Return, from the lines below, each one that includes the word "rotate".

[Stored items]

-*-*-

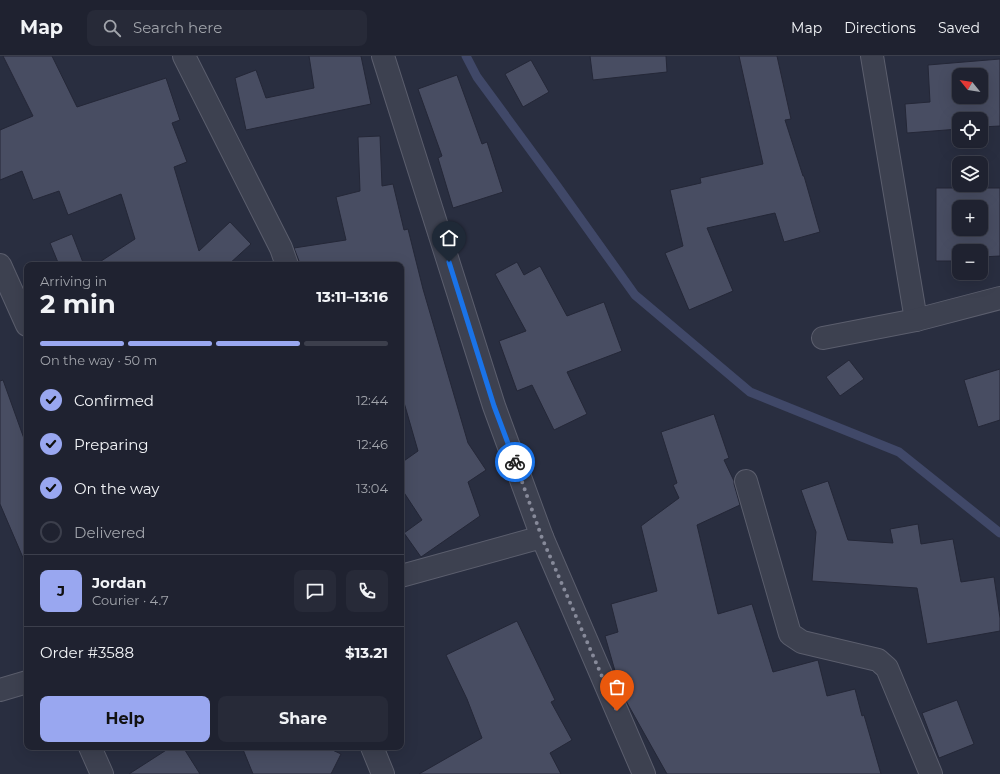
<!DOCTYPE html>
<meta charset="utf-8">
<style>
:root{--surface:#1f2230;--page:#272a38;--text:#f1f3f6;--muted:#a1a4ab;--line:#3c3f4c;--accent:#99a7f0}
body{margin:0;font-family:Montserrat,sans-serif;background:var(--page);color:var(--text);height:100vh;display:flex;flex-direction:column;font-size:15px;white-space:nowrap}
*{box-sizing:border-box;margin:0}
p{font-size:13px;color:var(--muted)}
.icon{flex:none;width:22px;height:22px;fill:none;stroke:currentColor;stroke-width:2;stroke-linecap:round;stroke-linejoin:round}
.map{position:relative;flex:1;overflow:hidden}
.details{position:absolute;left:24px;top:206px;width:380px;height:488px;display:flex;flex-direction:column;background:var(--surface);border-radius:8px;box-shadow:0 4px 16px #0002,0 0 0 1px var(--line)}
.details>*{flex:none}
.needle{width:26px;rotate:300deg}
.buttons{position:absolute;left:952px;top:12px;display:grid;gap:8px}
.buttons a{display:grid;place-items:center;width:36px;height:36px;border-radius:8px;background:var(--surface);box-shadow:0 4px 16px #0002,0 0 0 1px var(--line);font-size:20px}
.pin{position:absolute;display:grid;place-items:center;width:34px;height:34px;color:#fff;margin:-41px -17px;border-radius:50% 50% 50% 0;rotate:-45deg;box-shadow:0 0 4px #0007}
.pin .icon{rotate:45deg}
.courier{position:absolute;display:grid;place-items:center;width:40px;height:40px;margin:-20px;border:3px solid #1a73e8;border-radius:50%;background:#fff;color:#222;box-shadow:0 1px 5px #0007}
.overview em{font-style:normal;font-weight:700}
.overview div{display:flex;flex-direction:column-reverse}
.overview{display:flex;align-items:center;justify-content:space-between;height:68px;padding:0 16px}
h1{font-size:26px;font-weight:700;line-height:30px}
.bar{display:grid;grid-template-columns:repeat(4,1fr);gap:6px 4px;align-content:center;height:48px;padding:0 16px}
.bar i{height:5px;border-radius:3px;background:var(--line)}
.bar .active{background:var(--accent)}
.bar p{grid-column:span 4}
.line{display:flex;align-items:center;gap:10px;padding:0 16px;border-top:1px solid var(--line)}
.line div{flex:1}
.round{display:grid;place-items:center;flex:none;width:42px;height:42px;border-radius:8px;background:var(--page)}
ol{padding:0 16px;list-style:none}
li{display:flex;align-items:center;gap:12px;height:44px}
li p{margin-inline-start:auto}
li .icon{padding:4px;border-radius:50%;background:var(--accent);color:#111;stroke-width:4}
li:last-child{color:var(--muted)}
li i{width:22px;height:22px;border:2px solid var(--line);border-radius:50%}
.primary-button{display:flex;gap:8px;margin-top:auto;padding:8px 16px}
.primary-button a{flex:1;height:46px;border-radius:8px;background:var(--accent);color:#111;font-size:16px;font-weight:700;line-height:46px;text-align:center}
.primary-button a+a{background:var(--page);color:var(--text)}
header{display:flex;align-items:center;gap:24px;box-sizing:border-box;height:56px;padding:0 20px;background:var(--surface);border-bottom:1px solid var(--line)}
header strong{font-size:19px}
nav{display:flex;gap:22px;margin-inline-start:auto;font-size:14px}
.search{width:280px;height:36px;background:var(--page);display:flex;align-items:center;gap:10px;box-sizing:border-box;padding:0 14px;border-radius:8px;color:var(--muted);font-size:15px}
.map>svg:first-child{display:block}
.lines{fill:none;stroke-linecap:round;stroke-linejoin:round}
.stream{stroke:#404868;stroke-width:9}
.building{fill:#484d62;stroke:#242737;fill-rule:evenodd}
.street-casing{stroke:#5b5e6d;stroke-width:24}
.street{stroke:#3d4150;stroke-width:22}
.done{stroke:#878a9a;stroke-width:4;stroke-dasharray:0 7.2}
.route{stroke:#1a73e8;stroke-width:5}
</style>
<header>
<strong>Map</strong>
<div class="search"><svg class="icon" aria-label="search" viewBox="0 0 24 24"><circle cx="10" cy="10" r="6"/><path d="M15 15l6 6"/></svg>Search here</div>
<nav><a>Map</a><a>Directions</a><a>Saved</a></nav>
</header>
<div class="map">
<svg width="1000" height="718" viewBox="0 0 1000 718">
<rect width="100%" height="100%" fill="#292e40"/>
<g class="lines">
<path class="stream" d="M 466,0 L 477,21 L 557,130 L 635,239 L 750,336 L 899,396 L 1000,477"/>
</g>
<g class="building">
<path d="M 3,0 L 52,0 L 77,51 L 166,22 L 180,64 L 172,67 L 187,106 L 174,111 L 199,195 L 230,166 L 251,188 L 228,209 L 95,209 L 135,183 L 121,138 L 68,159 L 59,135 L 33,144 L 22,115 L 0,124 L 0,74 L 33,60 Z"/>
<path d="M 309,0 L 361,0 L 371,48 L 246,74 L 235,22 L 256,14 L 266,42 L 314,32 Z"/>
<path d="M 590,0 L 666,0 L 667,16 L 593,24 Z"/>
<path d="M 739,0 L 777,0 L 791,63 L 785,64 L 803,120 L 804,120 L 820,176 L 784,186 L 775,157 L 707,172 L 733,235 L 689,254 L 665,197 L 683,190 L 670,134 L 701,127 L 700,122 L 763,108 Z"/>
<path d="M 1000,3 L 1000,70 L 981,71 L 981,63 L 959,63 L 959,73 L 907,77 L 905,48 L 930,46 L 928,9 ZM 959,19 L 981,19 L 981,41 L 959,41 Z"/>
<path d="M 531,4 L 549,36 L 523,51 L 505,18 Z"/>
<path d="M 457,19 L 482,88 L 487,86 L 503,136 L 453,152 L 438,102 L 442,100 L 418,33 Z"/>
<path d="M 380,80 L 382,130 L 393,128 L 404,174 L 408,173 L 423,233 L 468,387 L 486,414 L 468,426 L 480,460 L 421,501 L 404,477 L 422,464 L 401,432 L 401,407 L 418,395 L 401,336 L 401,209 L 299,209 L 299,205 L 294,192 L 346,184 L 336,141 L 360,135 L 358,81 Z"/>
<path d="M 936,132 L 1000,132 L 1000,200 L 981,201 L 981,195 L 959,195 L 959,205 L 936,205 ZM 959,151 L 981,151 L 981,173 L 959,173 Z"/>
<path d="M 72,178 L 84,209 L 59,209 L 50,187 Z"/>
<path d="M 517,206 L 524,219 L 540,210 L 567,260 L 604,246 L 622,295 L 567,316 L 587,358 L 554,374 L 532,329 L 517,335 L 499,285 L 526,275 L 495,218 Z"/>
<path d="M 849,304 L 864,323 L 840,340 L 826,321 Z"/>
<path d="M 1000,313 L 1000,364 L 978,371 L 964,324 Z"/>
<path d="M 3,324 L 27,391 L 27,511 L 0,448 L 0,325 Z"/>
<path d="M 714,358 L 729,402 L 724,404 L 734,425 L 734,428 L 740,449 L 697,469 L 718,558 L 752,548 L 773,616 L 818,604 L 827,640 L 855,633 L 862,660 L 864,659 L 881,718 L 667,718 L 626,645 L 619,629 L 605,580 L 618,576 L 611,548 L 657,535 L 641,470 L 679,442 L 673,429 L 677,427 L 661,376 Z"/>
<path d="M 828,425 L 848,484 L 893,487 L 890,473 L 918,468 L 921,488 L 953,483 L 961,526 L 994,521 L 1000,562 L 1000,575 L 927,588 L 917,532 L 812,525 L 816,476 L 801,434 Z"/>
<path d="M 517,565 L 555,644 L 551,646 L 572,684 L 550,697 L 561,718 L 419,718 L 482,682 L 467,643 L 446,599 Z"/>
<path d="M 957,644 L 974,688 L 939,702 L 922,657 Z"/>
<path d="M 171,691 L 183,691 L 200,718 L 129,718 Z"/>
<path d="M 242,691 L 326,691 L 341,698 L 331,718 L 253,718 Z"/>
</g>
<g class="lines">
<g class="street-casing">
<g id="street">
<path d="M 184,0 L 281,192 L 287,209"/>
<path d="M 383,0 L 494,350 L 542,481"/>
<path d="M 872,0 L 916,264"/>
<path d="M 0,209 L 27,269"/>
<path d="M 823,282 L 916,264 L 1000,242"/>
<path d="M 746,425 L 790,578 L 802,586 L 878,604 L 887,612 L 931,718"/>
<path d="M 401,520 L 542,481 L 644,718"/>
<path d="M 0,634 L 27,626"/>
<path d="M 90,691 L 102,718"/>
<path d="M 372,691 L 383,718"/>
</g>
</g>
<use href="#street" class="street"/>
</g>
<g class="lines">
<path class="done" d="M 515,406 L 542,482 L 617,655"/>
<path class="route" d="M 449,206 L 494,350 L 515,406"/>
</g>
</svg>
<div class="buttons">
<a><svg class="needle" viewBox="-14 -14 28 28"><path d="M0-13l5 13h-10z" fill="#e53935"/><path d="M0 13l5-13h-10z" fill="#a1a4ab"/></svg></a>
<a><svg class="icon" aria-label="locate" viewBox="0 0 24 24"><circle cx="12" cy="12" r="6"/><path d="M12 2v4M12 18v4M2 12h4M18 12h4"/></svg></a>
<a><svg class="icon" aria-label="layers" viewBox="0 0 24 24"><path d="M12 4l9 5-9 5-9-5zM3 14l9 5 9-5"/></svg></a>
<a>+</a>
<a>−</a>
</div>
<div class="pin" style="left:617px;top:655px;background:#ea580c"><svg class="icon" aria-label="bag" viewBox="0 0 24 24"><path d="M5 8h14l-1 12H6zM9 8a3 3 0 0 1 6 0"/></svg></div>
<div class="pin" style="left:449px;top:206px;background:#1f2937"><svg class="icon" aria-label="home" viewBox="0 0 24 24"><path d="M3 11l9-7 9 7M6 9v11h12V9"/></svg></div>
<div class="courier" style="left:515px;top:406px"><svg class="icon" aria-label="bike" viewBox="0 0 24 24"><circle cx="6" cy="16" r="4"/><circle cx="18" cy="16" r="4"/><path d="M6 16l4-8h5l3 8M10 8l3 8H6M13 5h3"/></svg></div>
<section class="details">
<div class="overview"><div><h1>2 min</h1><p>Arriving in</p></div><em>13:11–13:16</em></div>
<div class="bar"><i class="active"></i><i class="active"></i><i class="active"></i><i></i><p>On the way · 50 m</p></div>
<ol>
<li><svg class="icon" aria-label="check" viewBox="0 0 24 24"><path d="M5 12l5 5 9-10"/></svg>Confirmed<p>12:44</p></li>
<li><svg class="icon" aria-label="check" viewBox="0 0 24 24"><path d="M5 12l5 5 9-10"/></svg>Preparing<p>12:46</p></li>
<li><svg class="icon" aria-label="check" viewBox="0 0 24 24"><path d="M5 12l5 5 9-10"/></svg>On the way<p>13:04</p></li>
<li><i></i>Delivered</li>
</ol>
<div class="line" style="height:72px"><b class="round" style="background:var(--accent);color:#111">J</b><div><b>Jordan</b><p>Courier · 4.7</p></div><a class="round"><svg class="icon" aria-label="chat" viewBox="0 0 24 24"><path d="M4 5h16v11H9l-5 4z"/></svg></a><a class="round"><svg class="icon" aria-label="phone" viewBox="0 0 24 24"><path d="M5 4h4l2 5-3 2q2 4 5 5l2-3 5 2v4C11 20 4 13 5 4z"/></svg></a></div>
<div class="line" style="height:52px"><div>Order #3588</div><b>$13.21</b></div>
<div class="primary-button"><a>Help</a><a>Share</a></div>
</section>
</div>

-*-*-

* Solution to the problem:
.needle{width:26px;rotate:300deg}
.pin{position:absolute;display:grid;place-items:center;width:34px;height:34px;color:#fff;margin:-41px -17px;border-radius:50% 50% 50% 0;rotate:-45deg;box-shadow:0 0 4px #0007}
.pin .icon{rotate:45deg}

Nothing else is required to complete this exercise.